Unit 4 - Section 1 - Personal Space Flashcards
(44 cards)
What is a personal, portable territory?
- Place where entry is controlled
- Wherever you stand or sit, you are surrounded on all sides by personal space
- Unauthorized intrusion into this personal territory either is an accident (someone bumps into you) or intentional (your Mum hugs you)
Define personal space
- Spatial component of interpersonal realtions
- Changing distance between individuals
- Angle of orientation (side by side, or face to face)
What is a spacing mechanism?
- Some birds and animals keep characteristic distances between themselves
- These distances have biological value - they regulate fundamental processes like food gathering and mating
What is a communication channel?
- Personal space is a way of sending messages
- Each distance tells something different about the relationship between the people engaged
- There are 8 distances … 4 near and 4 far
Intimate distance - Near and Far
- The near phase of intimate distance is 0 to 6”

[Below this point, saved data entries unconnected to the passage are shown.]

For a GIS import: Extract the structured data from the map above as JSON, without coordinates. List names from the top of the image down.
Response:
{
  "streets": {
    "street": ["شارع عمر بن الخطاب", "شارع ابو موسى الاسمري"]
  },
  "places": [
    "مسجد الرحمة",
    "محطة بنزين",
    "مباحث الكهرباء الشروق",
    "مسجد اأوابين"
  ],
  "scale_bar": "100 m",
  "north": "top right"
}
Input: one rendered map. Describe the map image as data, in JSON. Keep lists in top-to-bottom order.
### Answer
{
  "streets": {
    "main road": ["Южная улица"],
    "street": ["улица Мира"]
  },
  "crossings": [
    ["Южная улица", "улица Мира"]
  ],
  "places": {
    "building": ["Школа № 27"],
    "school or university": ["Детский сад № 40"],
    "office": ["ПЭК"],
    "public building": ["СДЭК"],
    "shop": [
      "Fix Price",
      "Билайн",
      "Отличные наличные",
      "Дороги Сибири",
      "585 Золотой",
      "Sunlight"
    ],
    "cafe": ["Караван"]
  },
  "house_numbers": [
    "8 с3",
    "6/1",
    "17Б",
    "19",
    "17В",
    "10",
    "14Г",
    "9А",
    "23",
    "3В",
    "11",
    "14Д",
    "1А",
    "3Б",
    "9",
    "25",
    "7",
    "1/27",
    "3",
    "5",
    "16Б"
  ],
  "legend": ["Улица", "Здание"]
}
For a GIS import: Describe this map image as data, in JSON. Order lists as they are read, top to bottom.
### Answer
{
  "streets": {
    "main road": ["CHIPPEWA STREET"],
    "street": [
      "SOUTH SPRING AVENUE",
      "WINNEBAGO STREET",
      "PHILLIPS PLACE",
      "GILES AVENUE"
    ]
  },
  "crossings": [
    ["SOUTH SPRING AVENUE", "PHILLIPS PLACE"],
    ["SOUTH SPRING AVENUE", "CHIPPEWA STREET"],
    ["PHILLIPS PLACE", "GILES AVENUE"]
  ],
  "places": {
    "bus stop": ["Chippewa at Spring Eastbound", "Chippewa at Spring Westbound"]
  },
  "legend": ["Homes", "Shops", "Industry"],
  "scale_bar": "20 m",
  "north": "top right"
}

- For comforting, protecting, lovemaking, wrestling, and other full-contact activities
- The far phase of intimate distance is 6 to 18”
- Used by individuals who are on very close terms
- Typical behaviour at this distance is whispering - generally, the participants are good friends
Personal Distance - Near and Far
Near phase of personal distance is 18 to 30”
- Zone for those who are familiar with one another and on good terms
- Good friends or couples talking use this distance
Far phase of personal distance is 2.5 to 4’
- Used for social interactions between friends and acquaintances
- Classmates who know each other, but aren’t really friends often stand at this distance
Social distance - Near and Far
Near phase of social distance is 4 to 7’
- Used for interactions between unacquainted individuals or those transacting business
Far phase of social distance is 7 to 12’
- Typical of formal business transactions - could be called business distance
- There is little sense of friendship or interest in being friends
Public Distance - Near and Far
Near phase of public distance is 12 - 25’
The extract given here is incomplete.